Epigenetic regulators of gene expression and chromatin state include so-called writers, erasers, and readers of chromatin modifications.The chromo and bromo domains, which typically bind acetyllysine, the malignant brain tumor (MBT), the plant homeodomain (PHD), and Tudor domains, which typically associate with methyllysine, are well-known examples of reader domains. The identification of selective inhibitors that specifically target members of the bromodomain and extraterminal motif (BET) family of acetyl-lysine readers has had a significant impact on research on epigenetic readers. 46 proteins, containing 61 bromodomains grouped into eight families, are encoded by the human genome. The first BET inhibitors, GSK 525762A and (+)-JQ-1, are discovered using various experimental methods.
Enhancer of zeste homologue 2 (EZH2), a protein from the Polycomb group (PcG), is crucial for promoting histone H3 lysine 27 trimethylation (H3K27me3) and epigenetic gene silencing.
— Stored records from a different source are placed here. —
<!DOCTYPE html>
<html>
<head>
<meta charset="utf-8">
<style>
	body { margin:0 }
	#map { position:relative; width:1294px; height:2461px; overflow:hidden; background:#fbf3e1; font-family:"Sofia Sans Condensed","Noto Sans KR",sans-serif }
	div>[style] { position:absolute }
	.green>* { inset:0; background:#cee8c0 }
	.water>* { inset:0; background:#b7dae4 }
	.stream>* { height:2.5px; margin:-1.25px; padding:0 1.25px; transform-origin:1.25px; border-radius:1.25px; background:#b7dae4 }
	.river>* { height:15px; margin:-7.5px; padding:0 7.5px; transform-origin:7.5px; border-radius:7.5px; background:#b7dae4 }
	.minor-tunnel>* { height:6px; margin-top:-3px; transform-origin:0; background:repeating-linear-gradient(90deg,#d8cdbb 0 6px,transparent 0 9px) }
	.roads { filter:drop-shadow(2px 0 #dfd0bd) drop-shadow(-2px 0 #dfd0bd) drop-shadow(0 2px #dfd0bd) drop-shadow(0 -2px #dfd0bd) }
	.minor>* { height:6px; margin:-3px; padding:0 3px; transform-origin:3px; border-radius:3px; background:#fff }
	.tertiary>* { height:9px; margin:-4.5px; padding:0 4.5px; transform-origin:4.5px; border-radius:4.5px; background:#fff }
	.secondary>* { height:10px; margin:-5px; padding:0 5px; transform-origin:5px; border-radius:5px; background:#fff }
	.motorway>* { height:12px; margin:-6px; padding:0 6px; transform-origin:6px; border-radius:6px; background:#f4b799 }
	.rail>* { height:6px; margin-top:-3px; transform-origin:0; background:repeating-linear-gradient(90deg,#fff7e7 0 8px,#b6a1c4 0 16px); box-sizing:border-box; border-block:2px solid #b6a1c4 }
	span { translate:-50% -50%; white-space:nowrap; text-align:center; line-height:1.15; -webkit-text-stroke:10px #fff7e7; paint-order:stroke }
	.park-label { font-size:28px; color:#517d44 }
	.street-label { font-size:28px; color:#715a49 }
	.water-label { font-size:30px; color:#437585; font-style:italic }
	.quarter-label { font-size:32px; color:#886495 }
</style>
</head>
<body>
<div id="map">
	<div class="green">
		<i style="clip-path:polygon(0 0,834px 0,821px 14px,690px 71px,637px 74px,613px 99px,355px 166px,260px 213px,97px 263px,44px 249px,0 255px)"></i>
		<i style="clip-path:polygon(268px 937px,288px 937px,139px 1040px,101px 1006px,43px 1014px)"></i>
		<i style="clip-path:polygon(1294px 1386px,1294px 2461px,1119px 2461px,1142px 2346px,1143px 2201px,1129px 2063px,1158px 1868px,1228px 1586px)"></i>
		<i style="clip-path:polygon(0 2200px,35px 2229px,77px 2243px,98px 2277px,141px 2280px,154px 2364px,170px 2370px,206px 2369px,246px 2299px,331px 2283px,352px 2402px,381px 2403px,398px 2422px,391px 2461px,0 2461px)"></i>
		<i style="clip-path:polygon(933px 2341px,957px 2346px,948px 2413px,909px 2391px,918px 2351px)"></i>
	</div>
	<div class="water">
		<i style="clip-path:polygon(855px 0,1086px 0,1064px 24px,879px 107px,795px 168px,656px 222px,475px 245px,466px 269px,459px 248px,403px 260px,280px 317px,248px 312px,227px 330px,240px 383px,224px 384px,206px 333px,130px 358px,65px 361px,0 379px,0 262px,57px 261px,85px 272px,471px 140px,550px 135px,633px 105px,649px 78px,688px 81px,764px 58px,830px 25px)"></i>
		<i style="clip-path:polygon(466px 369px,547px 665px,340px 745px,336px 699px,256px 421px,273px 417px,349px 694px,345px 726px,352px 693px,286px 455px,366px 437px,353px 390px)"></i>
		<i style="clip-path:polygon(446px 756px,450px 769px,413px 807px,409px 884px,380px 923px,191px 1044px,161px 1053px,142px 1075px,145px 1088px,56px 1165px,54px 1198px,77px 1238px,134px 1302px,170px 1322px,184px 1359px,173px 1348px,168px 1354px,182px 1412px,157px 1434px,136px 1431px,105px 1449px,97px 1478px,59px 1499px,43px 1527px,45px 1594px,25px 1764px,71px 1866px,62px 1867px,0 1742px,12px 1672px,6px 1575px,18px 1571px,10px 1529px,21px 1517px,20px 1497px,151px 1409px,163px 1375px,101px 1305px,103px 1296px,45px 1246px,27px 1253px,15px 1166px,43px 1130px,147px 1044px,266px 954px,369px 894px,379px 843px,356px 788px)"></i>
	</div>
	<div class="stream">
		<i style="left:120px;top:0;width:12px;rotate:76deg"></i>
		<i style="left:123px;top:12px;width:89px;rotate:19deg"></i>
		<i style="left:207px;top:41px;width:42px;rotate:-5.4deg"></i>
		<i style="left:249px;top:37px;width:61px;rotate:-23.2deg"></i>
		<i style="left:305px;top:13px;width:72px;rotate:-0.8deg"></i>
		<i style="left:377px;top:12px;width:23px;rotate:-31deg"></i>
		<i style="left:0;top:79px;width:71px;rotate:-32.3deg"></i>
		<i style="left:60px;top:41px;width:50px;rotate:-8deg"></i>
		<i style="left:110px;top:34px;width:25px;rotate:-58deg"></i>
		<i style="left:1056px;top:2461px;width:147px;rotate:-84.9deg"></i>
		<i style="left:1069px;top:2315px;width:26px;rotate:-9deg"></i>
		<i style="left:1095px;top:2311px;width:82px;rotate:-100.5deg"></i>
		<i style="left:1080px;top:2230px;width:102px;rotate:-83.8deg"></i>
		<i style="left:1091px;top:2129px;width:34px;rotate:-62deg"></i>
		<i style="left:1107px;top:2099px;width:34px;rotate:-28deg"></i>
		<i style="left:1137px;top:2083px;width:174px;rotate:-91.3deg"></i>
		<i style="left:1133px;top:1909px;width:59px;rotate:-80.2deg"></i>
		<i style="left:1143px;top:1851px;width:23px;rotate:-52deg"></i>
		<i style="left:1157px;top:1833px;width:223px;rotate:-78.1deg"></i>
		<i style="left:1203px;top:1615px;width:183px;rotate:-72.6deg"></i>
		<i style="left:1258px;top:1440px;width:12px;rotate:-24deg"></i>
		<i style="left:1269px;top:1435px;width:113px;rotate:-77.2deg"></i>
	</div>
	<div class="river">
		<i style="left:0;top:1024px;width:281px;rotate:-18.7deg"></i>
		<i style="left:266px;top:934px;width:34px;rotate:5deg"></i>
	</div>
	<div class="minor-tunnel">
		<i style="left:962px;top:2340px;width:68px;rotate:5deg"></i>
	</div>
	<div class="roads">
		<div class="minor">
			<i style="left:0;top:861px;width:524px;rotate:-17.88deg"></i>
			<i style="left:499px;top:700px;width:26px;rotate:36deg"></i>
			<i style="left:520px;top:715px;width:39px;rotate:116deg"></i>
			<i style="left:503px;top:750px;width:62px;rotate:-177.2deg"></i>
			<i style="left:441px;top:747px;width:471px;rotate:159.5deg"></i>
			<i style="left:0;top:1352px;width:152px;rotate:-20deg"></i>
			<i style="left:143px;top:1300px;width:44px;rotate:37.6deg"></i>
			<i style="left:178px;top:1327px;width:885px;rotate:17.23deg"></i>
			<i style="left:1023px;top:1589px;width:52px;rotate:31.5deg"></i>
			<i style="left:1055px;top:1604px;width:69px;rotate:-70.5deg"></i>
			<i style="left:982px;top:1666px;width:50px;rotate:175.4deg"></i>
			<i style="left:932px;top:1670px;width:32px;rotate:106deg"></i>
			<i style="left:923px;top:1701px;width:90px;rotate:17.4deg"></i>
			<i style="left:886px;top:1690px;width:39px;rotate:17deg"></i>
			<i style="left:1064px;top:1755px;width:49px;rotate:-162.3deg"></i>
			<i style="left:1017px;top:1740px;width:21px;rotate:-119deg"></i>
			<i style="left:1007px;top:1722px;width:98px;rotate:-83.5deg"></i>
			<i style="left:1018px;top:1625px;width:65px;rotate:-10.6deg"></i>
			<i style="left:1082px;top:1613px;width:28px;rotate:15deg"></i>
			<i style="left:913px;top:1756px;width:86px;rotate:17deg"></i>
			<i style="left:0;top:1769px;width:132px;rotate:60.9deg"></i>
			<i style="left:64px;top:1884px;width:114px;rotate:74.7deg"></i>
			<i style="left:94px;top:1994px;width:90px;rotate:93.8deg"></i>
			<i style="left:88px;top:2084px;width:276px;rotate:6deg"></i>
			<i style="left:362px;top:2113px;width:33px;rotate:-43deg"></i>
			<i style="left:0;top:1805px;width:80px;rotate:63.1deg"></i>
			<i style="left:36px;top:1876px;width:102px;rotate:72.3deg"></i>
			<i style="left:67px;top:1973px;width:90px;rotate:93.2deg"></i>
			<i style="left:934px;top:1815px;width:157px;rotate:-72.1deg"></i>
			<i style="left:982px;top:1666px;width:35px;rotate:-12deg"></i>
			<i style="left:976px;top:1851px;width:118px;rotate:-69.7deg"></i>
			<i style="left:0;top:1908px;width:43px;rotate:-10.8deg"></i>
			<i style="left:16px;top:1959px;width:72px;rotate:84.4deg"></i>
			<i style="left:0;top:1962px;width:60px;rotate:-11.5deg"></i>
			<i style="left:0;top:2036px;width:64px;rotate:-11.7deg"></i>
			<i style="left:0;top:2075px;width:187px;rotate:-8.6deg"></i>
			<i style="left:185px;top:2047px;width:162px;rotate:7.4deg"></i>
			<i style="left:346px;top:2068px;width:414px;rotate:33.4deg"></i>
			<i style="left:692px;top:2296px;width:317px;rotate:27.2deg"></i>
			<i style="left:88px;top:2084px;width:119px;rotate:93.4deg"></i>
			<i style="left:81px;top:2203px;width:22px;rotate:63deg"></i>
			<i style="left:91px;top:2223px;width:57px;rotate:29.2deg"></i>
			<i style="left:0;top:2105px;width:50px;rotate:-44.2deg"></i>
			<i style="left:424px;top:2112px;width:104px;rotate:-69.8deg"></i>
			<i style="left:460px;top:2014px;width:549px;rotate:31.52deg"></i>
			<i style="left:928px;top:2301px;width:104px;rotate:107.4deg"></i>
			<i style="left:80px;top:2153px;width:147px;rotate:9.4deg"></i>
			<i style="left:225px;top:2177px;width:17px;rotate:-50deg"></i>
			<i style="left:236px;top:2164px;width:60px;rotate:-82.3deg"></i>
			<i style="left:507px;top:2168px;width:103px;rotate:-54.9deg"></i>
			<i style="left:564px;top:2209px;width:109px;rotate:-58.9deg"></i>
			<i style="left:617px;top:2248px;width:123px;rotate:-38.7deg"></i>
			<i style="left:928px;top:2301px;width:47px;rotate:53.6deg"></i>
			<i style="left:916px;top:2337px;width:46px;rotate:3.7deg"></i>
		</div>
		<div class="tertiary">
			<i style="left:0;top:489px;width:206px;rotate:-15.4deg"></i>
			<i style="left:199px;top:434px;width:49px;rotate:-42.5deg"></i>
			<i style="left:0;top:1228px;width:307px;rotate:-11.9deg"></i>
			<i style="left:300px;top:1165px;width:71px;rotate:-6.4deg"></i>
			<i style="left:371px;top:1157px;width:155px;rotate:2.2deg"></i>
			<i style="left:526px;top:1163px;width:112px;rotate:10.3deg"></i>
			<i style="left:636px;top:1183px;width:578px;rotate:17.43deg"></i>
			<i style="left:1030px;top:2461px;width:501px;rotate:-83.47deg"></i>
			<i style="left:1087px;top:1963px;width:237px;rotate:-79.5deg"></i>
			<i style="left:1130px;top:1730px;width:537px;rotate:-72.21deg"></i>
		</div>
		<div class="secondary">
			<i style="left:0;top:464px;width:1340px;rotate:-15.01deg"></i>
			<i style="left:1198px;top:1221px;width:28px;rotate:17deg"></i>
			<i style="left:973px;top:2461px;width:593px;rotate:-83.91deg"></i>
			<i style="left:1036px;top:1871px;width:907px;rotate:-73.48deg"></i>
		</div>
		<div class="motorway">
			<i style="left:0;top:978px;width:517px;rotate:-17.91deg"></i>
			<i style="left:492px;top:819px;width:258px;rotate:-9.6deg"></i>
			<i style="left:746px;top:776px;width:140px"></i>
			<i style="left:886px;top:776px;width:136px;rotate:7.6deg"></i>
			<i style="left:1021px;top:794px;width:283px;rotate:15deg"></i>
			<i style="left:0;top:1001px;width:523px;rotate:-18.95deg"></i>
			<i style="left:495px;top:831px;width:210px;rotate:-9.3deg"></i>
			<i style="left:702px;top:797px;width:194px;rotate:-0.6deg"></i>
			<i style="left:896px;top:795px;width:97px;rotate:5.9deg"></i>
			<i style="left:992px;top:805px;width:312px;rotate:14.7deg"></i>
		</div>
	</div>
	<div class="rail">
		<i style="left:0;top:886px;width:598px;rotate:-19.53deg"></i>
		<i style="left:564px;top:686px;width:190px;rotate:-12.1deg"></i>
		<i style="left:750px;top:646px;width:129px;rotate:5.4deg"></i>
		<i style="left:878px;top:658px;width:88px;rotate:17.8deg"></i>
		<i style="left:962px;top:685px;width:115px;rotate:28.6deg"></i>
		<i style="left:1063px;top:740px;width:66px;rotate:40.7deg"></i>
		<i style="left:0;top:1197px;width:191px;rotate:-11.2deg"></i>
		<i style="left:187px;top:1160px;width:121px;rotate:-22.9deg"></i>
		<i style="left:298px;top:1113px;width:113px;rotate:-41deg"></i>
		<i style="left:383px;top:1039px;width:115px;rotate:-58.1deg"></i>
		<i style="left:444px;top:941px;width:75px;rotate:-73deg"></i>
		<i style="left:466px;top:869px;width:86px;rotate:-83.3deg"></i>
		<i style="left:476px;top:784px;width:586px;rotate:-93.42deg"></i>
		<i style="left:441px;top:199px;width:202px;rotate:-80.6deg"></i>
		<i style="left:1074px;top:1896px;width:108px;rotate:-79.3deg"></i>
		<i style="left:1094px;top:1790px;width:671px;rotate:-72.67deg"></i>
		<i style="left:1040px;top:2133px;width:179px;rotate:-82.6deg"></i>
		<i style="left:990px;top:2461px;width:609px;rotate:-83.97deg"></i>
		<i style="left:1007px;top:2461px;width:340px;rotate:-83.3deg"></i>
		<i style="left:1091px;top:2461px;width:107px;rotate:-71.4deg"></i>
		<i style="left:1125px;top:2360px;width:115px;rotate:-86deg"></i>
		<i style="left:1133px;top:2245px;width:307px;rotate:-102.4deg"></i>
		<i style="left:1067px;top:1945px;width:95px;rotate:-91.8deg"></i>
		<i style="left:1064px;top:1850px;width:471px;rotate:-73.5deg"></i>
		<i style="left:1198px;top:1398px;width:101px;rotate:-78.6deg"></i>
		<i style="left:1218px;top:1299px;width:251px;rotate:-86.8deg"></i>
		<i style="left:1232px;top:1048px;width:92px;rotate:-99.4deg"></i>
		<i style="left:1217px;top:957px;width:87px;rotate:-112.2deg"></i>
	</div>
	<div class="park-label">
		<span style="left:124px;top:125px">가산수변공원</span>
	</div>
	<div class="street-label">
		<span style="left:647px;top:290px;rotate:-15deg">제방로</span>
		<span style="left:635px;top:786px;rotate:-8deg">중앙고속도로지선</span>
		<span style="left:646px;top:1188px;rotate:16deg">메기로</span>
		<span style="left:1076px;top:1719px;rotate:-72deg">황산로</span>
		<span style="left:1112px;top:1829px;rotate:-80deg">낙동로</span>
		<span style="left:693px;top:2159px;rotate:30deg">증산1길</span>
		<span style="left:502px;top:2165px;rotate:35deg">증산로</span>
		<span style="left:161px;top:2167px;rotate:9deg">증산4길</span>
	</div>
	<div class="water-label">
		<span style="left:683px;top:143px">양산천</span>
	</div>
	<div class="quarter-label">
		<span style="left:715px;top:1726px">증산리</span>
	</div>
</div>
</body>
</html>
This EZH2 function is crucial for cell proliferation, inhibits cell differentiation, and may contribute to the development of cancer. By phosphorylating EZH2, cyclin-dependent kinases control epigenetic gene silencing. Tumor suppressor genes are thought to be silenced by abnormal histone and DNA methylation caused by EZH2 in many cancer types, including lymphomas and leukemia.
In addition to acting as a transcriptional adaptor, p300/CBP also acts as a histone acetyltransferase.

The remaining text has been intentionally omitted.